Recombinant adenoviral vectors for mitofilin overexpression or mitofilin knockdown were constructed, respectively. A mouse AMI model was established and the effect of mitofilin on myocardial pyroptosis was examined by detecting the lactate dehydrogenase (LDH) level and inflammatory factors. Moreover, a cellular model of AMI was established by treating cardiomyocytes with hypoxia/reoxygenation (H/R). An enzyme-linked immunosorbent assay (ELISA) and a western blot analysis were used to detect the effect of mitofilin knockdown on the expression of pyroptosis-related factors. Furthermore, the regulatory role of mitofilin in PI3K/AKT pathway was evaluated by the western blot and PI3K inhibitor.
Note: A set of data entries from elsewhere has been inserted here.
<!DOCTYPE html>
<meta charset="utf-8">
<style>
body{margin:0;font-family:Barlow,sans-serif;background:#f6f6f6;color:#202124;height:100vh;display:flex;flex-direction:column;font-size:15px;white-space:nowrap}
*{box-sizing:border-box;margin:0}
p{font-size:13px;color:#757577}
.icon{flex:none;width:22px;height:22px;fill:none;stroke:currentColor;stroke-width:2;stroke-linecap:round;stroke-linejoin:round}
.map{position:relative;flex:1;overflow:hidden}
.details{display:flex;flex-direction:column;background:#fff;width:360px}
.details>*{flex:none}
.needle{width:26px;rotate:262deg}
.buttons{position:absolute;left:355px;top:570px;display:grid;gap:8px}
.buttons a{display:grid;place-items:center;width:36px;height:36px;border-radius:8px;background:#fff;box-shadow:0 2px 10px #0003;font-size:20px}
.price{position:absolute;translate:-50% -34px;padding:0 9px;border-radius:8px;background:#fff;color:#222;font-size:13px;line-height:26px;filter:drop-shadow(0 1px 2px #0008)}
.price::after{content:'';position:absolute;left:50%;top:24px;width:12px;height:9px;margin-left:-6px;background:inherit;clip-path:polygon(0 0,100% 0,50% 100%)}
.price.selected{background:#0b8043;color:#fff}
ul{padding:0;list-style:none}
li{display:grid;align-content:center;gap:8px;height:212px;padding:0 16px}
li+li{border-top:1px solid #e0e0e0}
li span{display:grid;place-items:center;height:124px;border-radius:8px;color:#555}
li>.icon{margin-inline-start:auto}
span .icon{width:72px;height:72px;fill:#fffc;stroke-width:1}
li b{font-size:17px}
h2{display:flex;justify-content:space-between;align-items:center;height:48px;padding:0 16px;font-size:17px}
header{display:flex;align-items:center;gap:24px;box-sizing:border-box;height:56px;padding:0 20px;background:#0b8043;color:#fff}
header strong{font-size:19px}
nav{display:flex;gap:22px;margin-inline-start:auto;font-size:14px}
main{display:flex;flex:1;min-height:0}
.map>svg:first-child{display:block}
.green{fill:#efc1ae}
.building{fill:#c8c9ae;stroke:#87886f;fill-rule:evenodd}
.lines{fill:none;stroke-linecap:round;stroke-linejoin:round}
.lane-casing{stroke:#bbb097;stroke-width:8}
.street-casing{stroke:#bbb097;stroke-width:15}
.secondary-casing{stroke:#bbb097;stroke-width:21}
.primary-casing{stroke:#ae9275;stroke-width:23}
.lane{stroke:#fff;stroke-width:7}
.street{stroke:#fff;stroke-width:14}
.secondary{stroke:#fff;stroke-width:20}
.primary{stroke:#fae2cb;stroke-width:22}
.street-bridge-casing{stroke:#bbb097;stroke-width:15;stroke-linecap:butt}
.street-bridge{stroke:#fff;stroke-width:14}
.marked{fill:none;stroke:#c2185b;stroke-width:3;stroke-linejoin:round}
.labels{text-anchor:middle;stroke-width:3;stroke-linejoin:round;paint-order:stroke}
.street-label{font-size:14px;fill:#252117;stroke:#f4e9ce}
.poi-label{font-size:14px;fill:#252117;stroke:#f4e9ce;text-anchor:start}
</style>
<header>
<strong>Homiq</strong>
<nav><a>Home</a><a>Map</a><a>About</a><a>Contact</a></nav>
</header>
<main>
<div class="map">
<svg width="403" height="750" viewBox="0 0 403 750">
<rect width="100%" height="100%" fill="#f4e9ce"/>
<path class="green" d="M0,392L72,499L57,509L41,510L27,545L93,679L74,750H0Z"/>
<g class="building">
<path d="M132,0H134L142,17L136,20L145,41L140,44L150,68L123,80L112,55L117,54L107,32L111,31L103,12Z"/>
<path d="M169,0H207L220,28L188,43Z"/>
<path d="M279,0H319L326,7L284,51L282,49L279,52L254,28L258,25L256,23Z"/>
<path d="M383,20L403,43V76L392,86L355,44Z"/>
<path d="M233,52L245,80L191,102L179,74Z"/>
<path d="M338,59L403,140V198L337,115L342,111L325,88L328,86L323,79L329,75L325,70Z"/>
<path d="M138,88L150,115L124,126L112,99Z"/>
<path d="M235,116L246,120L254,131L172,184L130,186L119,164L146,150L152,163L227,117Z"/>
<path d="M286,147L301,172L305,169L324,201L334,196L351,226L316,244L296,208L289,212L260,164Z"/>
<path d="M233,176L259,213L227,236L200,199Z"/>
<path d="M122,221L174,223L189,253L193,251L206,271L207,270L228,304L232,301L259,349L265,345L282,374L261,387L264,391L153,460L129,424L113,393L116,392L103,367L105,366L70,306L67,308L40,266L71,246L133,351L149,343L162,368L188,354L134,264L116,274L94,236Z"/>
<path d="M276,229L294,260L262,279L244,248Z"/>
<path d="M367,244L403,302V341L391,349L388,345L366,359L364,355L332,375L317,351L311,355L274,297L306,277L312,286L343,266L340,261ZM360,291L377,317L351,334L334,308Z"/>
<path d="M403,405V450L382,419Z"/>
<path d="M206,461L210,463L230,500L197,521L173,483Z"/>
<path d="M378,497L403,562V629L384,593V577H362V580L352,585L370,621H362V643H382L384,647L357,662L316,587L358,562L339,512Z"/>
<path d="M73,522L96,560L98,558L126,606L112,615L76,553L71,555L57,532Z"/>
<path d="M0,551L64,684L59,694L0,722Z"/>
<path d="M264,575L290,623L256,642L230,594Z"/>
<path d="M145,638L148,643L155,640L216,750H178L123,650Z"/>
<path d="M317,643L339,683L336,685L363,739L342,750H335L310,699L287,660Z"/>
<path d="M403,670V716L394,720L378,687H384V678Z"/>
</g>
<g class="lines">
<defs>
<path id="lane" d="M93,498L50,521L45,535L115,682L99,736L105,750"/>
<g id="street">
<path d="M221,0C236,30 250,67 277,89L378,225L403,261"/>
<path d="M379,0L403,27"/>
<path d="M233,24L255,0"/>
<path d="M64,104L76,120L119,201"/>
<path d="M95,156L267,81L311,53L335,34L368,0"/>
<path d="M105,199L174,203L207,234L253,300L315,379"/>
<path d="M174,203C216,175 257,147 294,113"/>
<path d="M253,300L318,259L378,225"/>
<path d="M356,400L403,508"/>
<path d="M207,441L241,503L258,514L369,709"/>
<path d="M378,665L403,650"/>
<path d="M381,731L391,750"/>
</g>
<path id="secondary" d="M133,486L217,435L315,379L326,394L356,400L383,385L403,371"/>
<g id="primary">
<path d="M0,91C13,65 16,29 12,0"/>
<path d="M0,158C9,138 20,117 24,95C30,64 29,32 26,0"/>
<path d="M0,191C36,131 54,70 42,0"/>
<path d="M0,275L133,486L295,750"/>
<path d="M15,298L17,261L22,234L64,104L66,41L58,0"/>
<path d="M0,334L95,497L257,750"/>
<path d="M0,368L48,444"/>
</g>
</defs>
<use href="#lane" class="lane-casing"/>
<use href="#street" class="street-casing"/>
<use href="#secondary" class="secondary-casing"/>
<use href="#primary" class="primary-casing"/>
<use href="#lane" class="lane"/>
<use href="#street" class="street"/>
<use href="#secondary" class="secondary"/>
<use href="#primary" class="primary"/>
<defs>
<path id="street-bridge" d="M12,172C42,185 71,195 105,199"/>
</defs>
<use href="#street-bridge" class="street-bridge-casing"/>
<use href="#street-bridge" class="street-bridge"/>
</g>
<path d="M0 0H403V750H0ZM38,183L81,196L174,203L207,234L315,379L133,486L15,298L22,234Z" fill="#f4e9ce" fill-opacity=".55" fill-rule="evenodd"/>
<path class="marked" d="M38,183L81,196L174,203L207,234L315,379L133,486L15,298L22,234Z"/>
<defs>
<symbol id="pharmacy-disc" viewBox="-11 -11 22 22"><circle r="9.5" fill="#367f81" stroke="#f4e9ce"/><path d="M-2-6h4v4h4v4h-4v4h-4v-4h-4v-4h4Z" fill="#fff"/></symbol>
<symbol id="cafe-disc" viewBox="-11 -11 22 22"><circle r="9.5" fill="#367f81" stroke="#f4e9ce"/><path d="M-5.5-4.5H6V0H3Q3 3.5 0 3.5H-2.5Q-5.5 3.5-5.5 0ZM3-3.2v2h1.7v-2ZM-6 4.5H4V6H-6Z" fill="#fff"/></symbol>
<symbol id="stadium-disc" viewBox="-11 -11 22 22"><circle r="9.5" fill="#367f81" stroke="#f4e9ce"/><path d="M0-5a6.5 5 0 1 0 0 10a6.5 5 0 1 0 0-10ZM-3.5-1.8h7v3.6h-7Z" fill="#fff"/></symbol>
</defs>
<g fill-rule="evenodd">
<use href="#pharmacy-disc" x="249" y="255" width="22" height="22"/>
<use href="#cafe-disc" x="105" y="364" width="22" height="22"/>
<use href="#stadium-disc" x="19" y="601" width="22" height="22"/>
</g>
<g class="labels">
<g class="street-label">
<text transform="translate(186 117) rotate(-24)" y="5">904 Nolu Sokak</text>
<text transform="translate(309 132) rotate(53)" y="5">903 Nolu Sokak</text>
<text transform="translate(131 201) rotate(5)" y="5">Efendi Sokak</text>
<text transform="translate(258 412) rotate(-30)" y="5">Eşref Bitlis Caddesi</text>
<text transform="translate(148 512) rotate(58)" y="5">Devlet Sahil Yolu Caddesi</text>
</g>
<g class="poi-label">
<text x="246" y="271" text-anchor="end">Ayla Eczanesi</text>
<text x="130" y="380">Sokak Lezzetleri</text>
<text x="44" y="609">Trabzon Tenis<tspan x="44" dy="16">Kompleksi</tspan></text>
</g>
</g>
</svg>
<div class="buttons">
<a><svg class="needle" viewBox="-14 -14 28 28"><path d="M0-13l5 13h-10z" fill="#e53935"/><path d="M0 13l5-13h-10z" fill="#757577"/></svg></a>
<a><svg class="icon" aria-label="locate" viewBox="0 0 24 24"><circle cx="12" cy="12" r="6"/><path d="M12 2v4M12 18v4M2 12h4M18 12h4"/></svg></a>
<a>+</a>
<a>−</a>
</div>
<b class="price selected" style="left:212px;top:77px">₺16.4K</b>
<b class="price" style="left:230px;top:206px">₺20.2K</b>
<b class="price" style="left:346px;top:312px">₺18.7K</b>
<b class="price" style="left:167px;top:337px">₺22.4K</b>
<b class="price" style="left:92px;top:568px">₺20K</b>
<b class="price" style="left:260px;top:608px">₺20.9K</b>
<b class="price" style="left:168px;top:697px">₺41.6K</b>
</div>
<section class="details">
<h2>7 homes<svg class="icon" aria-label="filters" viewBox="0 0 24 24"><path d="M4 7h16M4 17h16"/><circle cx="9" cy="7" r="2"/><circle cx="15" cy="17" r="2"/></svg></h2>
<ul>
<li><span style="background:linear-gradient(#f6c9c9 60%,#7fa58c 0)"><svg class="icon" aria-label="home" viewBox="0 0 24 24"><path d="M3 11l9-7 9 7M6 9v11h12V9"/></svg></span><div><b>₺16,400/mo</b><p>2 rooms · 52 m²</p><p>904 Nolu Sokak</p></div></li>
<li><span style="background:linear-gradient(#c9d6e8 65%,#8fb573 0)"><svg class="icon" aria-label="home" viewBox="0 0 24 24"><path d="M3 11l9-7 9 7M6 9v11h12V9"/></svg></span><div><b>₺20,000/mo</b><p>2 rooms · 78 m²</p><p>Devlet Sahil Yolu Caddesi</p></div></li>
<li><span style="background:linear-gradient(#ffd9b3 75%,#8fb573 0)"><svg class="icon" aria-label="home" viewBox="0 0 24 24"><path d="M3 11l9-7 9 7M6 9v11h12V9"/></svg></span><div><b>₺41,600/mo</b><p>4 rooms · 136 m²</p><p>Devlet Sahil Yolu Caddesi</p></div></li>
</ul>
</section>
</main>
Mitofilin was downregulated in the heart tissue of the AMI mice and H/R induced cardiomyocytes. The overexpression of mitofilin significantly alleviated AMI and reduced pyroptosis-related factors. Meanwhile, in cardiomyocytes, mitofilin knockdown aggravated cellular damages by promoting pyroptosis. Further analysis showed that the anti-pyroptotic effect of mitofilin was dependent on the activation of the PI3K/AKT signaling pathway.
Our study suggests that mitofilin regulates pyroptosis through the PI3K/AKT signaling pathway in cardiomyocytes to ameliorate AMI, which may serve as a therapeutic strategy for the management of AMI.